Dr. Chaochun Wei at Shanghai Jiao Tong University

NeSSM: a Next-generation Sequencing Simulator for Metagenomics

I. Introduction
    NeSSM is a tool to generate Next-Generation Sequencing (NGS) reads with parameters set by users. The goal of NeSSM is to generate metagenome sequencing reads close to the reality. Currently, 454, Illumina sequencing platforms are supported. It can help develop methods or systems for metagenomics analysis.

II. System requirements
    Linux operation system, memory 1G or up; Perl 5.8.5 or up and gcc version 4.1.2 or up. If you want to run a GPU version of NeSSM, CUDA 4.0 or up is required (**).
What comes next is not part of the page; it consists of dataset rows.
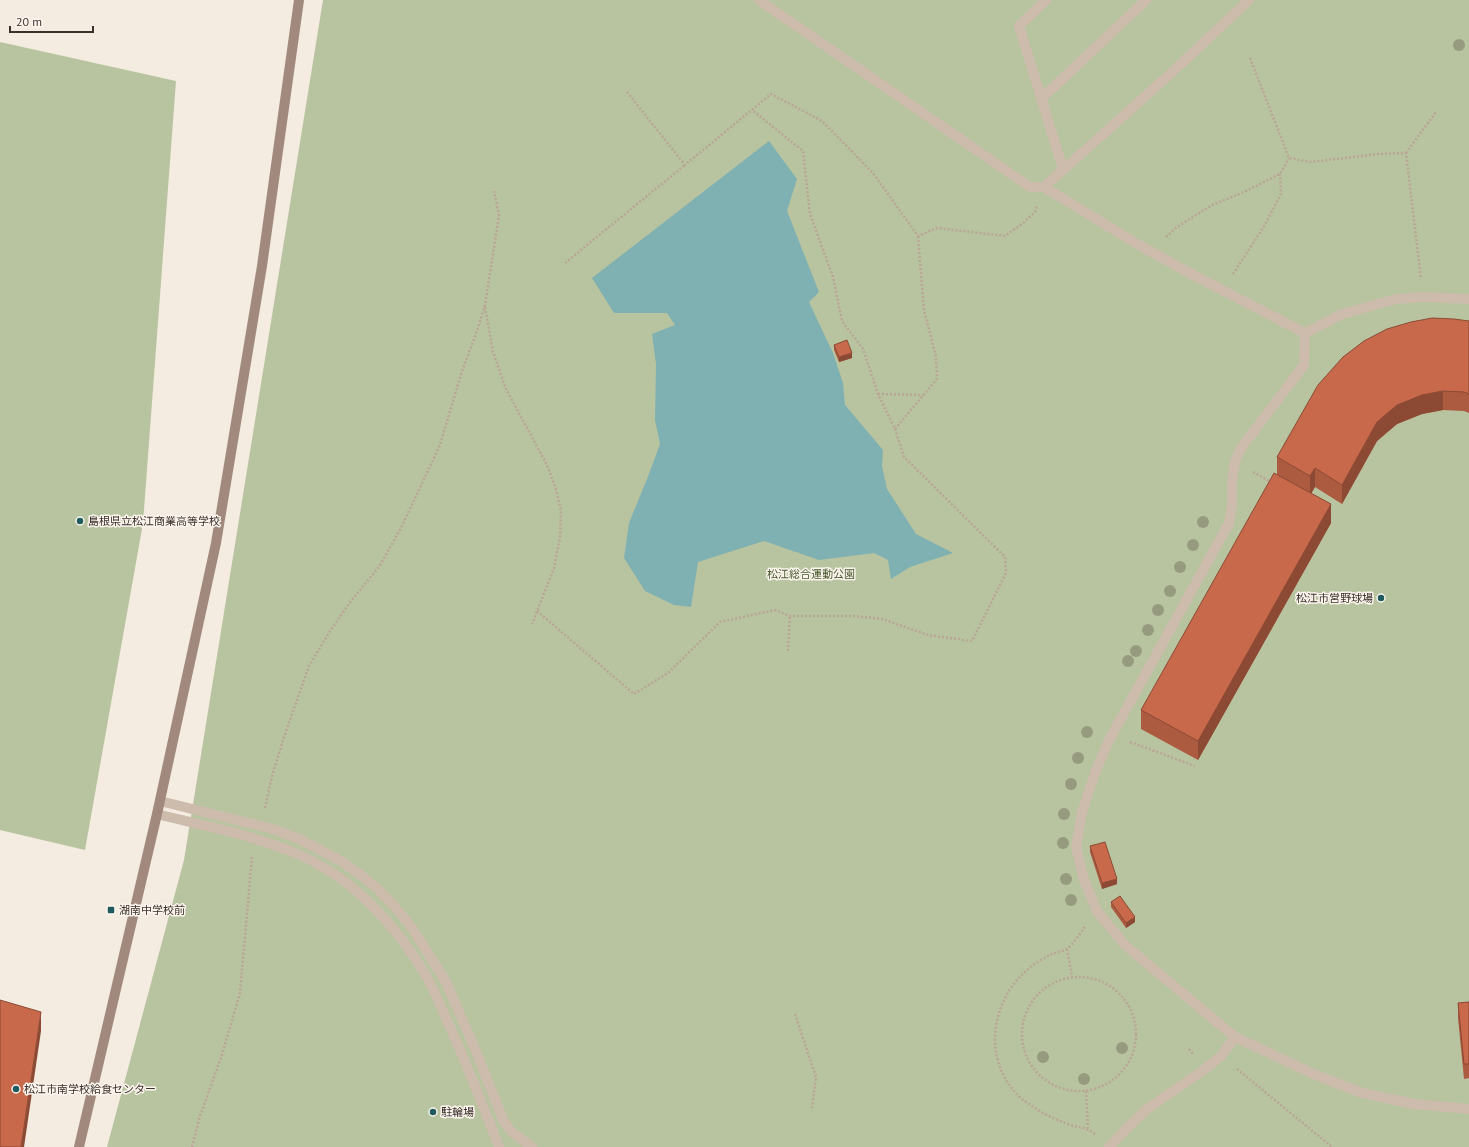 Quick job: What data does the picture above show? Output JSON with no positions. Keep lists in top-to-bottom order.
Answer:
{
  "parks": ["松江総合運動公園"],
  "places": {
    "other": [
      "島根県立松江商業高等学校",
      "松江市営野球場",
      "松江市南学校給食センター",
      "駐輪場"
    ],
    "transit": ["湖南中学校前"]
  },
  "scale_bar": "20 m"
}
    Download Required Tools or Drivers:
CUDA driver, which could be downloaded from the NVIDIA website:http://www.nvidia.com.
BWA, which could be downloaded from the BWA website:http://bio-bwa.sourceforge.net/.
Samtools, which could be downloaded from the Samtools website:http://samtools.sourceforge.net/.

III. Files and Directories
    This system is zipped in one file, "NeSSM.tarz",which can be downloaded from here. The important files inside this tar file are listed here.

\|-NeSSM_CPU.c	The CPU version of NeSSM.
\|-NeSSM_GPU.cu	The GPU version of NeSSM.
\|-composition-table.pl	A perl script to analyse the composition from a real metagenome dataset.
\|-simulation.config	A configure file of NeSSM.
\|-mk_index.pl	A Perl script to make the index file.
\|-complete_update_step.pl	A Perl script to download the genome sequences from NCBI.
\|-NCBI_PowerScripting.pm	A Perl module for NCBI database connetion.
\|-quality-value.pl	A Perl script to obtain the distribution of quality values in every base from FASTQ files.
\|-error-type.pl	A Perl script to obtain the error model from BWA result files.
\|-coverage-bias.pl	A perl script to estimate the information of sequencing coverage bias from BWA result file.
\|-startcuda.sh	A Shell script to initialize CUDA.

IV. Install NeSSM
After you download the tarball, you can intall NeSSM as follows.
1. unzip NeSSM.tarz

tar -xzf NeSSM.tarz

2.1. If you want to use CPU version:

cd NeSSM/NeSSM_CPU/

make

2.2. If you want to use GPU version:

cd NeSSM/NeSSM_GPU/

make

V:Run sequencing simulation.

1.Download the NCBI genome database:

If you don't have NCBI database, use "complete_update_step.pl" to download the NCBI genome database,if you have the genome database, you can skip this step.

cd NeSSM/scripts/

perl complete_update_step.pl string1

string1: the directory to store the genome database

for example: perl complete_update_step.pl NeSSM/example/data/

2.Generate the index file:

The index file contains the genomes' name, length, path and so on. It can be used in simulation or analyzing composition of metagenome.

cd NeSSM/scripts/

perl mk_index.pl string1 string2

string1: the directory of the whole database (generated in step 1)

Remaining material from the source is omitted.